Word for word, repeat each of the records below.

RECORDS FOR THE TASK
- Opening Delimiter -

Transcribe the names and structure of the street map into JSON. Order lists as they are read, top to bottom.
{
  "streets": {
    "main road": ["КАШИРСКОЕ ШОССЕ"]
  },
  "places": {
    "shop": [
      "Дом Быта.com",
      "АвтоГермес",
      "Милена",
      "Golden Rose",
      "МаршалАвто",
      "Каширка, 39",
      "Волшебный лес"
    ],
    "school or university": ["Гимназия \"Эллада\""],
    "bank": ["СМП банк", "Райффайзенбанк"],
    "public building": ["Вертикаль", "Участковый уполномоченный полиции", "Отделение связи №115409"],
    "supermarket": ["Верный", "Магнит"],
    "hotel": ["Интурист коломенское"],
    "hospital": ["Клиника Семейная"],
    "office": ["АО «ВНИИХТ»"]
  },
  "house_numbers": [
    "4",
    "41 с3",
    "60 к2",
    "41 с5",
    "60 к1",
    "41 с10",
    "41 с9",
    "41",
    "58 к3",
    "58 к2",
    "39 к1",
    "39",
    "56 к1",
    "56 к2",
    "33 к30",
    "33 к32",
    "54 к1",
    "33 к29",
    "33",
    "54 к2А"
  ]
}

- Closing Delimiter -

THE ANSWER
Transcribe the names and structure of the street map into JSON. Order lists as they are read, top to bottom.
{
  "streets": {
    "main road": ["КАШИРСКОЕ ШОССЕ"]
  },
  "places": {
    "shop": [
      "Дом Быта.com",
      "АвтоГермес",
      "Милена",
      "Golden Rose",
      "МаршалАвто",
      "Каширка, 39",
      "Волшебный лес"
    ],
    "school or university": ["Гимназия \"Эллада\""],
    "bank": ["СМП банк", "Райффайзенбанк"],
    "public building": ["Вертикаль", "Участковый уполномоченный полиции", "Отделение связи №115409"],
    "supermarket": ["Верный", "Магнит"],
    "hotel": ["Интурист коломенское"],
    "hospital": ["Клиника Семейная"],
    "office": ["АО «ВНИИХТ»"]
  },
  "house_numbers": [
    "4",
    "41 с3",
    "60 к2",
    "41 с5",
    "60 к1",
    "41 с10",
    "41 с9",
    "41",
    "58 к3",
    "58 к2",
    "39 к1",
    "39",
    "56 к1",
    "56 к2",
    "33 к30",
    "33 к32",
    "54 к1",
    "33 к29",
    "33",
    "54 к2А"
  ]
}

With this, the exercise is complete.